*REQUIRED ACTION*
What is needed here is an exact copy of every entry.

*Collected data entries*
────────────────────
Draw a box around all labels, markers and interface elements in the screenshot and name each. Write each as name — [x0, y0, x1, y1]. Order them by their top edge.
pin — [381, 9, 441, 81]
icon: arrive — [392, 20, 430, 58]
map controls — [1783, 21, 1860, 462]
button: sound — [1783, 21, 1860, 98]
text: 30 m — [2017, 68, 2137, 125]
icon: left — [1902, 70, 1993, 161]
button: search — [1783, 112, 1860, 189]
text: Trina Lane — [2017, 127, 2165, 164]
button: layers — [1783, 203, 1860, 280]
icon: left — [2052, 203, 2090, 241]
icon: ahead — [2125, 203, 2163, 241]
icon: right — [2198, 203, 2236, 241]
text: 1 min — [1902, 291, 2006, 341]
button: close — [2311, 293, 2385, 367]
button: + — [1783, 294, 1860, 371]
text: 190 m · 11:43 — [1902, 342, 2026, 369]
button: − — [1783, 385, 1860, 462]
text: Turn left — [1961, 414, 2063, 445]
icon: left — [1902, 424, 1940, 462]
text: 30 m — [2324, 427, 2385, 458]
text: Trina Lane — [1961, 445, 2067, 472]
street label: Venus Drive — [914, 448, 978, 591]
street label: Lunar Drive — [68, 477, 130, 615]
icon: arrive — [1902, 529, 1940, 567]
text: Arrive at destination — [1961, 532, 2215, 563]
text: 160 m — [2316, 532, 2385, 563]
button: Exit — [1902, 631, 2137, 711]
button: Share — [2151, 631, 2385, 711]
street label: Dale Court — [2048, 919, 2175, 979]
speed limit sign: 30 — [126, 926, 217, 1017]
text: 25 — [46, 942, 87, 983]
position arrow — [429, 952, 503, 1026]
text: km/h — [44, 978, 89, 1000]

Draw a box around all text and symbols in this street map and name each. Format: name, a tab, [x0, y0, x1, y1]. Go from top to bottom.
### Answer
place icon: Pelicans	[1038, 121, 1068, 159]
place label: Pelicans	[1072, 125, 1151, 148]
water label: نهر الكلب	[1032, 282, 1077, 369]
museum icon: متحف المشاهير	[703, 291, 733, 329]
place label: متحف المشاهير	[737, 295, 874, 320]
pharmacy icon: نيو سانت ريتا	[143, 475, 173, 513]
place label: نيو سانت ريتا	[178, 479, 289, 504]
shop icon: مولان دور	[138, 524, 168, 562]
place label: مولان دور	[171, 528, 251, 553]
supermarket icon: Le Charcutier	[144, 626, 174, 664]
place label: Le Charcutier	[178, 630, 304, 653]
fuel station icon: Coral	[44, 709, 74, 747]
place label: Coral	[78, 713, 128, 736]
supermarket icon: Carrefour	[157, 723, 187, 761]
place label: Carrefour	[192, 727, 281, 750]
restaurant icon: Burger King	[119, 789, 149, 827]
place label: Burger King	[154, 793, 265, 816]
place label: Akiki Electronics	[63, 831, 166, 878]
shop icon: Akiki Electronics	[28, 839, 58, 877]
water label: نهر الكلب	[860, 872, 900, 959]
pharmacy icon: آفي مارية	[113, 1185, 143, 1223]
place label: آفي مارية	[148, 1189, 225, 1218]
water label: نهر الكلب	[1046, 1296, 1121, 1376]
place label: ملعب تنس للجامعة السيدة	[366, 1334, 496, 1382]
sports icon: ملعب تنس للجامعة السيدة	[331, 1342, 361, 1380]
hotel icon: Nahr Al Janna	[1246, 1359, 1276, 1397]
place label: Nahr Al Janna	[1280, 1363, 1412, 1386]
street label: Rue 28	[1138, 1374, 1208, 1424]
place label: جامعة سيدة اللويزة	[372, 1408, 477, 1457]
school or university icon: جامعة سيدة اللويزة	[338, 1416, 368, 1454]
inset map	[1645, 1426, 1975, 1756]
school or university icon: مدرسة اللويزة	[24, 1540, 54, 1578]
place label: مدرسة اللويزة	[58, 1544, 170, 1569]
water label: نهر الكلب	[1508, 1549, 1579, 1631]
────────────────────
*THE ANSWER*
Draw a box around all labels, markers and interface elements in the screenshot and name each. Write each as name — [x0, y0, x1, y1]. Order them by their top edge.
pin — [381, 9, 441, 81]
icon: arrive — [392, 20, 430, 58]
map controls — [1783, 21, 1860, 462]
button: sound — [1783, 21, 1860, 98]
text: 30 m — [2017, 68, 2137, 125]
icon: left — [1902, 70, 1993, 161]
button: search — [1783, 112, 1860, 189]
text: Trina Lane — [2017, 127, 2165, 164]
button: layers — [1783, 203, 1860, 280]
icon: left — [2052, 203, 2090, 241]
icon: ahead — [2125, 203, 2163, 241]
icon: right — [2198, 203, 2236, 241]
text: 1 min — [1902, 291, 2006, 341]
button: close — [2311, 293, 2385, 367]
button: + — [1783, 294, 1860, 371]
text: 190 m · 11:43 — [1902, 342, 2026, 369]
button: − — [1783, 385, 1860, 462]
text: Turn left — [1961, 414, 2063, 445]
icon: left — [1902, 424, 1940, 462]
text: 30 m — [2324, 427, 2385, 458]
text: Trina Lane — [1961, 445, 2067, 472]
street label: Venus Drive — [914, 448, 978, 591]
street label: Lunar Drive — [68, 477, 130, 615]
icon: arrive — [1902, 529, 1940, 567]
text: Arrive at destination — [1961, 532, 2215, 563]
text: 160 m — [2316, 532, 2385, 563]
button: Exit — [1902, 631, 2137, 711]
button: Share — [2151, 631, 2385, 711]
street label: Dale Court — [2048, 919, 2175, 979]
speed limit sign: 30 — [126, 926, 217, 1017]
text: 25 — [46, 942, 87, 983]
position arrow — [429, 952, 503, 1026]
text: km/h — [44, 978, 89, 1000]

Draw a box around all text and symbols in this street map and name each. Format: name, a tab, [x0, y0, x1, y1]. Go from top to bottom.
### Answer
place icon: Pelicans	[1038, 121, 1068, 159]
place label: Pelicans	[1072, 125, 1151, 148]
water label: نهر الكلب	[1032, 282, 1077, 369]
museum icon: متحف المشاهير	[703, 291, 733, 329]
place label: متحف المشاهير	[737, 295, 874, 320]
pharmacy icon: نيو سانت ريتا	[143, 475, 173, 513]
place label: نيو سانت ريتا	[178, 479, 289, 504]
shop icon: مولان دور	[138, 524, 168, 562]
place label: مولان دور	[171, 528, 251, 553]
supermarket icon: Le Charcutier	[144, 626, 174, 664]
place label: Le Charcutier	[178, 630, 304, 653]
fuel station icon: Coral	[44, 709, 74, 747]
place label: Coral	[78, 713, 128, 736]
supermarket icon: Carrefour	[157, 723, 187, 761]
place label: Carrefour	[192, 727, 281, 750]
restaurant icon: Burger King	[119, 789, 149, 827]
place label: Burger King	[154, 793, 265, 816]
place label: Akiki Electronics	[63, 831, 166, 878]
shop icon: Akiki Electronics	[28, 839, 58, 877]
water label: نهر الكلب	[860, 872, 900, 959]
pharmacy icon: آفي مارية	[113, 1185, 143, 1223]
place label: آفي مارية	[148, 1189, 225, 1218]
water label: نهر الكلب	[1046, 1296, 1121, 1376]
place label: ملعب تنس للجامعة السيدة	[366, 1334, 496, 1382]
sports icon: ملعب تنس للجامعة السيدة	[331, 1342, 361, 1380]
hotel icon: Nahr Al Janna	[1246, 1359, 1276, 1397]
place label: Nahr Al Janna	[1280, 1363, 1412, 1386]
street label: Rue 28	[1138, 1374, 1208, 1424]
place label: جامعة سيدة اللويزة	[372, 1408, 477, 1457]
school or university icon: جامعة سيدة اللويزة	[338, 1416, 368, 1454]
inset map	[1645, 1426, 1975, 1756]
school or university icon: مدرسة اللويزة	[24, 1540, 54, 1578]
place label: مدرسة اللويزة	[58, 1544, 170, 1569]
water label: نهر الكلب	[1508, 1549, 1579, 1631]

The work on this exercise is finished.